**TASK BRIEF**. Each line containing the string "auto" should be copied out of the entries.

(Saved data entries)
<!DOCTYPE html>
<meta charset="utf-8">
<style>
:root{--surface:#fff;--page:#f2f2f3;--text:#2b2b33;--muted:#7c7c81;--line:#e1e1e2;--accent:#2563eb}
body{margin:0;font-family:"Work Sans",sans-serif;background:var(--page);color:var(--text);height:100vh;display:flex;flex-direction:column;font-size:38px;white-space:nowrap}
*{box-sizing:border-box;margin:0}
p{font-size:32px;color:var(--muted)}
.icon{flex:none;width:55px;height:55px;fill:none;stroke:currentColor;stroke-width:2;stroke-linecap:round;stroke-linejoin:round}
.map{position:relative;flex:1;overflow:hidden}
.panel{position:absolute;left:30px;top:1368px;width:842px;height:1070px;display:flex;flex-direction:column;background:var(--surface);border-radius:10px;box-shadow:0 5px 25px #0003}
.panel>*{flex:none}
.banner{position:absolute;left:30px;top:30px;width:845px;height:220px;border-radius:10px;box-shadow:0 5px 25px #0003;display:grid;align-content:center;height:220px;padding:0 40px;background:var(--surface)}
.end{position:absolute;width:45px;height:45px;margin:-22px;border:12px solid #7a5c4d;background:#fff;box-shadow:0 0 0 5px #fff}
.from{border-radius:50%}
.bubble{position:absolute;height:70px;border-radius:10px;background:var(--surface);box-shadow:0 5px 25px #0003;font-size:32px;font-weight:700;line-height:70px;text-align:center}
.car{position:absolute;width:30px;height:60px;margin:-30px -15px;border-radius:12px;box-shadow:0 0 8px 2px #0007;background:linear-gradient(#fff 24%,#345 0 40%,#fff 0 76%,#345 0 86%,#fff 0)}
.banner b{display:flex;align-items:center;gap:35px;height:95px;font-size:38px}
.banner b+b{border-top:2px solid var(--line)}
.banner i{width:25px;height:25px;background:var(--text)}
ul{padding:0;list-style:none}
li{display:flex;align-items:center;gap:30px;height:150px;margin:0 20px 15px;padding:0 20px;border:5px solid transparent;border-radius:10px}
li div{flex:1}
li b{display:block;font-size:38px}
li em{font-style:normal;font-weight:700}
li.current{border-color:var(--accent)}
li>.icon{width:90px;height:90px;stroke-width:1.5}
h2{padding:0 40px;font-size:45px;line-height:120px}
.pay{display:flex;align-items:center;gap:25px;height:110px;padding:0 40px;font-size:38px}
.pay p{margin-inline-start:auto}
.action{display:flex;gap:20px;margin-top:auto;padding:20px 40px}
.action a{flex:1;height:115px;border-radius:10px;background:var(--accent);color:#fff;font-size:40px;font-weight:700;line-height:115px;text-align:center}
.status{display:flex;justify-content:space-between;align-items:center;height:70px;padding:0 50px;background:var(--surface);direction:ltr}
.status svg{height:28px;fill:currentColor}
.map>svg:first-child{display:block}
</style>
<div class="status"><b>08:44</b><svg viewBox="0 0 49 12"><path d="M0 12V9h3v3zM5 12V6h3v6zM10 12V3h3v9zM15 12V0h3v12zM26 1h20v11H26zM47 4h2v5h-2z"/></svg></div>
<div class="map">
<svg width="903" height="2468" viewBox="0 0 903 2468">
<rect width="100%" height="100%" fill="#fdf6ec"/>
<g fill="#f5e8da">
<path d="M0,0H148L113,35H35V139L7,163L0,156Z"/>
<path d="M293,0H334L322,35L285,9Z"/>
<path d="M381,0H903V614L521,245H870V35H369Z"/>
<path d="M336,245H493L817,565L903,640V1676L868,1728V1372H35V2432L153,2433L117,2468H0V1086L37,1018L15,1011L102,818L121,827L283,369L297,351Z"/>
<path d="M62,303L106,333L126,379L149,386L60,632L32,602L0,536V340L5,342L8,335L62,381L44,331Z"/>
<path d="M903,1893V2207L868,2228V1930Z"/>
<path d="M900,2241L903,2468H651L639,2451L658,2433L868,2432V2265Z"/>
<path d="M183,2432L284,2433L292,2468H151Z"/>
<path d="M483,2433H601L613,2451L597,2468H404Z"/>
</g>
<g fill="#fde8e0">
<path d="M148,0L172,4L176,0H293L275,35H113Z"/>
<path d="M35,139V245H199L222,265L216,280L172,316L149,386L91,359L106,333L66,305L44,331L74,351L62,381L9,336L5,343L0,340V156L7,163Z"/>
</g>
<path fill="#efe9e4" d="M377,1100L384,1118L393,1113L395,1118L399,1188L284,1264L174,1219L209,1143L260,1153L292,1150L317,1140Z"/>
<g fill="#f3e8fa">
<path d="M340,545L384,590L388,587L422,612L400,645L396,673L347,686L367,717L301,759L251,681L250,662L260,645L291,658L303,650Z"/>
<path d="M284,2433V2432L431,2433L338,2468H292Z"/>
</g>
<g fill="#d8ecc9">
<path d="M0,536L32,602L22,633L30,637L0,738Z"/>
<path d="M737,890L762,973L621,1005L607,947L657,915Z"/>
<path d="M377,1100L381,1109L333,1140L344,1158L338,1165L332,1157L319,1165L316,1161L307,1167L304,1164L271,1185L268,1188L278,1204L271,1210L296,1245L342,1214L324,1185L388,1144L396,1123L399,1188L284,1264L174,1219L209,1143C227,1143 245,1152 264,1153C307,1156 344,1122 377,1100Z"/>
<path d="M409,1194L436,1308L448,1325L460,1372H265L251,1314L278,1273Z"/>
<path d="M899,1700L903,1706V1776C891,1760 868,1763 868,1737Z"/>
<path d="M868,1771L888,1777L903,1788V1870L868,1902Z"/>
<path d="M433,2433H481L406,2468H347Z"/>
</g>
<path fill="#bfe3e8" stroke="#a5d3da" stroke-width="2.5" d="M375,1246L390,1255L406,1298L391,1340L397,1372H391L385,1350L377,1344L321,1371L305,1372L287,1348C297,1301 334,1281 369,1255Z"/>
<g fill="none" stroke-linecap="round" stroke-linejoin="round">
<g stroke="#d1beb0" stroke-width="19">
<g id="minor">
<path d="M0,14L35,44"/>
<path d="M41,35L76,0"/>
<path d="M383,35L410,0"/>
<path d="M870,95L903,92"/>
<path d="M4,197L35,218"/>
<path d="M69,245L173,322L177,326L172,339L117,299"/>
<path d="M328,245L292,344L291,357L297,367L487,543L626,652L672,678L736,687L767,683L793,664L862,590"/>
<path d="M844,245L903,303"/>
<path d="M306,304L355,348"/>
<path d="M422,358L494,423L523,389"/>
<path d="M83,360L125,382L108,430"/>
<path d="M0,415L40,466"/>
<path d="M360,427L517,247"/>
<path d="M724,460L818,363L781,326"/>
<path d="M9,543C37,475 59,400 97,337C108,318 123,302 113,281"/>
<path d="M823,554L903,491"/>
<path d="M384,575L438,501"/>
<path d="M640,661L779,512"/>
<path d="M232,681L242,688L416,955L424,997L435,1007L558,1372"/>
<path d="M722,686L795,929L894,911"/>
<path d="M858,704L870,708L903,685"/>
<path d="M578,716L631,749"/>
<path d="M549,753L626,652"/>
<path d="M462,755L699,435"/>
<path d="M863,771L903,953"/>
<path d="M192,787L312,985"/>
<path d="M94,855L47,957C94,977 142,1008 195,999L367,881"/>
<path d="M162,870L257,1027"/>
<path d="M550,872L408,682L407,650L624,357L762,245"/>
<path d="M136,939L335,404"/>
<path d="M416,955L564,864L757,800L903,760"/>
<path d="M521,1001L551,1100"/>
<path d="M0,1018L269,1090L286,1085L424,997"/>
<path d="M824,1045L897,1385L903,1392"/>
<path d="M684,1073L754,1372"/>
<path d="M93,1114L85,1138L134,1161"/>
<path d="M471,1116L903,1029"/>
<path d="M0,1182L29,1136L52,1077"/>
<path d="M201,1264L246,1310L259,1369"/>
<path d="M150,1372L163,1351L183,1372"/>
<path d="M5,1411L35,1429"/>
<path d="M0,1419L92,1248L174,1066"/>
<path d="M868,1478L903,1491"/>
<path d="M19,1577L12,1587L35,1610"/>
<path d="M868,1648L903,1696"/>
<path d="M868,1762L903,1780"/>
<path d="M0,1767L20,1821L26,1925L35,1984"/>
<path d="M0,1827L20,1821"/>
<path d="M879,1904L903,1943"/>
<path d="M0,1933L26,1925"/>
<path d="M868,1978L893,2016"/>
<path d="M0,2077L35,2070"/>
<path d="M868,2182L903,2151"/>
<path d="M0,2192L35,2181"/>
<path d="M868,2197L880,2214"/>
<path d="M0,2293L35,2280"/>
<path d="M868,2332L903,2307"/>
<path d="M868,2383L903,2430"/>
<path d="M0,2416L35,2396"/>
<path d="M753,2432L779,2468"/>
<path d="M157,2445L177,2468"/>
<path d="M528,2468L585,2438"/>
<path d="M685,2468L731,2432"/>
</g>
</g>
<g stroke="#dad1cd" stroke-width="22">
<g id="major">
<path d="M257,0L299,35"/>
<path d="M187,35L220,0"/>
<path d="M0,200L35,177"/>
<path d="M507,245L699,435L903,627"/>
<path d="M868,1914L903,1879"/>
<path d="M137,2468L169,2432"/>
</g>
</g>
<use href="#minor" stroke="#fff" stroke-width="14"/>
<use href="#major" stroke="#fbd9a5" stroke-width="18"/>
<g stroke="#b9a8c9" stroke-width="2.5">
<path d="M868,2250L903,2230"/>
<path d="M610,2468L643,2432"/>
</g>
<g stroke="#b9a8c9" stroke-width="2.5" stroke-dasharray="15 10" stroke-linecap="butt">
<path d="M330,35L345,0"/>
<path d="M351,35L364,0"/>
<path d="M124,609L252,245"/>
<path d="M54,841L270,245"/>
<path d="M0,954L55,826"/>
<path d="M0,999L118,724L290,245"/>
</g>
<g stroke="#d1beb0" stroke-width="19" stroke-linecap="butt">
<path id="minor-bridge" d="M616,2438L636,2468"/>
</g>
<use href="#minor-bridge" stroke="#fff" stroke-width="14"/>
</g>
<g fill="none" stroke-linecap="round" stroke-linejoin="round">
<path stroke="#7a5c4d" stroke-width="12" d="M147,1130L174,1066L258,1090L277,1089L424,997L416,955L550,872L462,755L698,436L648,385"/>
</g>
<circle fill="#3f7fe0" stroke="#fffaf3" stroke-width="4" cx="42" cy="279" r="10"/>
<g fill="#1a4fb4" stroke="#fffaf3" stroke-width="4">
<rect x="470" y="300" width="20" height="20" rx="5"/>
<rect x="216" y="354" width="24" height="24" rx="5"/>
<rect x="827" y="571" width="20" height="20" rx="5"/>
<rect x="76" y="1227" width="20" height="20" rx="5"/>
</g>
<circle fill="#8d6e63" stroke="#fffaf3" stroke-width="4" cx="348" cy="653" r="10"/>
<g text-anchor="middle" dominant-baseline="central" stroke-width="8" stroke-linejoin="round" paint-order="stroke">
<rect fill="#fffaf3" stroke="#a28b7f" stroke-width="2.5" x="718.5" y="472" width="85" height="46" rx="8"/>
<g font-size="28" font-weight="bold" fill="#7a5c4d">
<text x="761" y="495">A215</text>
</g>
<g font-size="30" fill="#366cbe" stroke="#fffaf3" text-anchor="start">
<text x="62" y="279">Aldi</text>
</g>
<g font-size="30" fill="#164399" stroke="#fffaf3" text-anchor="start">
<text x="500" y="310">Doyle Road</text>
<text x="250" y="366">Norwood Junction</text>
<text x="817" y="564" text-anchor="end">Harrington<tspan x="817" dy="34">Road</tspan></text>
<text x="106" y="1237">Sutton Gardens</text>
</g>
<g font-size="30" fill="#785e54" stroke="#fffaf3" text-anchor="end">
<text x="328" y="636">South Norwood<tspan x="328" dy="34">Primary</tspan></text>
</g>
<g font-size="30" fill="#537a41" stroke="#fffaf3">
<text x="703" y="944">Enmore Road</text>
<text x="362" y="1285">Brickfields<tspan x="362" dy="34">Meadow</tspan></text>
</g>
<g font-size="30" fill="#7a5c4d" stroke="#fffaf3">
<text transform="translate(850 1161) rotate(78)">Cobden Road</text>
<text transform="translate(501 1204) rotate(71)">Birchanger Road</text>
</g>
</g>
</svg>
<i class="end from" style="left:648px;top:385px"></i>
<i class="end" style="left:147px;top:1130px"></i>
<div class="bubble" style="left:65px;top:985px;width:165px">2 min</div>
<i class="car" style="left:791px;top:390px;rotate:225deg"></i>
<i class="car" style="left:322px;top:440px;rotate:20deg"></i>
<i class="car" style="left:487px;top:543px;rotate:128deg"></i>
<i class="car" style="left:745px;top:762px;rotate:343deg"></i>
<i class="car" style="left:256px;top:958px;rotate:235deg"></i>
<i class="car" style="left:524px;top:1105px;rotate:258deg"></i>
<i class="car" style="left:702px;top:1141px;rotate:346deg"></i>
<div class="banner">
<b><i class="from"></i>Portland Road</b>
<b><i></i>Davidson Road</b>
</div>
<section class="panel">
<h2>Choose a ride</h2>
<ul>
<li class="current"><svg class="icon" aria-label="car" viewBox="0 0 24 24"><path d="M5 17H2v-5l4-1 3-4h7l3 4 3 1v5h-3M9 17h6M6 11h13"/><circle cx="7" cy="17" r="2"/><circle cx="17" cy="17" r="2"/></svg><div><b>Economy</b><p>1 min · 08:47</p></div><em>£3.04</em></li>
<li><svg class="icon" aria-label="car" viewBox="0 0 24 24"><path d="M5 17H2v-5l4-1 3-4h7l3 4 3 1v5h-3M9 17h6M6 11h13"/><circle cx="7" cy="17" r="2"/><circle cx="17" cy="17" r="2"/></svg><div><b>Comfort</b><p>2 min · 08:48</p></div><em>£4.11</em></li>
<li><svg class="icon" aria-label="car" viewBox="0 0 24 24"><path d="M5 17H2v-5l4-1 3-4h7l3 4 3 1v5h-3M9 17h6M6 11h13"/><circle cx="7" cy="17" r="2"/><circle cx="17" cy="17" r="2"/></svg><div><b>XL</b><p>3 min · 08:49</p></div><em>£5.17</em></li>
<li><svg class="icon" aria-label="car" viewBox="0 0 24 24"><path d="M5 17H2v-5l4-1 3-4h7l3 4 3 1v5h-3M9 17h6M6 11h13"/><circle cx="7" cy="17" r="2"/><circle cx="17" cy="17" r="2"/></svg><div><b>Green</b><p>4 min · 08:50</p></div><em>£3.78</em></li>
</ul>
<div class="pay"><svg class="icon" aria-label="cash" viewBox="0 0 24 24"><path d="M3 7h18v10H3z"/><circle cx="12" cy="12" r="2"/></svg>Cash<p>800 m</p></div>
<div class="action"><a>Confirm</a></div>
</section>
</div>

**RESPONSE BOX**.
.pay p{margin-inline-start:auto}
.action{display:flex;gap:20px;margin-top:auto;padding:20px 40px}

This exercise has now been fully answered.